Location: Remote Date: Wednesday 12th January Company: Validus Power Corp; Equity Management Associates Role: Bitcoin Strategist; Investment Manager
For an extended period of time, a working career for many, the economic system has been going in one direction: interest rates have been declining, whilst bonds have been on an extended bull market. Since the economic chaos of the 1970s, a globalizing world has been aligning around a reasonably stable and predictable financial paradigm.
That all changed in 2007 when the global financial crisis turned traditional financial markets upside down. The crisis normalised extraordinary measures like open market operations and quantitative easing.
Little did we know that the turmoil of the global financial crisis was setting the stage for even more anomalous actions by central banks. In response to the pandemic, the US treasury in 2020 increased the money supply by 20%. This stimulus was mirrored by governments across the world.
In a collective state of denial, the world's leaders all seem to have believed that this sudden massive injection of money will not have a systemic impact on world economies. The velocity of money would keep pace, that deflationary pressures would balance out, or that these massive sums of new money somehow wouldn’t seep into the ‘real’ economy.

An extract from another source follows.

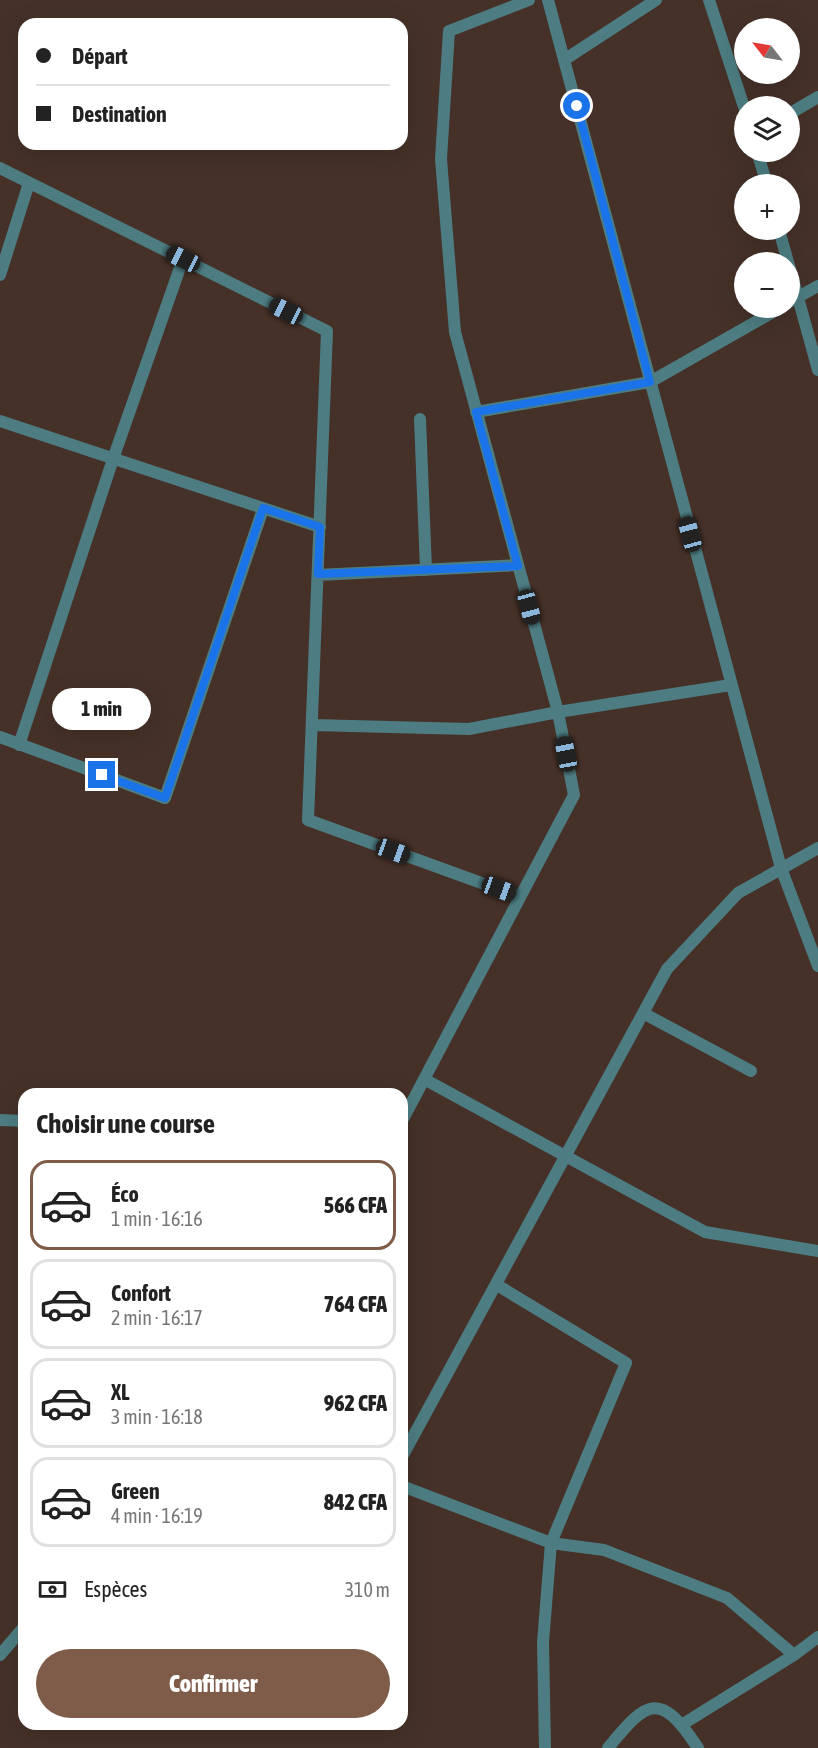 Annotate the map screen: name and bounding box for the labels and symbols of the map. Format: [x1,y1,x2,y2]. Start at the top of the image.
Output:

Herbert Stein was an American economist, who amongst other things was chairman of the Council of Economic Advisers under Richard Nixon and Gerald Ford. In 1986 he presented Stein's Law: "If something cannot go on forever, it will stop." Unprecedented activity on the bond markets last week suggest that the can being kicked has run out of road; the state of denial may be over.
In this interview, I talk to Bitcoin Strategist Greg Foss and Investment Manager Lawrence Lepard about last week's extraordinary activity in the bond markets. We discuss the convergence of economic constraints boxing in the Fed, the pretence of bond value, contagion risks, and using Bitcoin for capital protection at the individual and national level.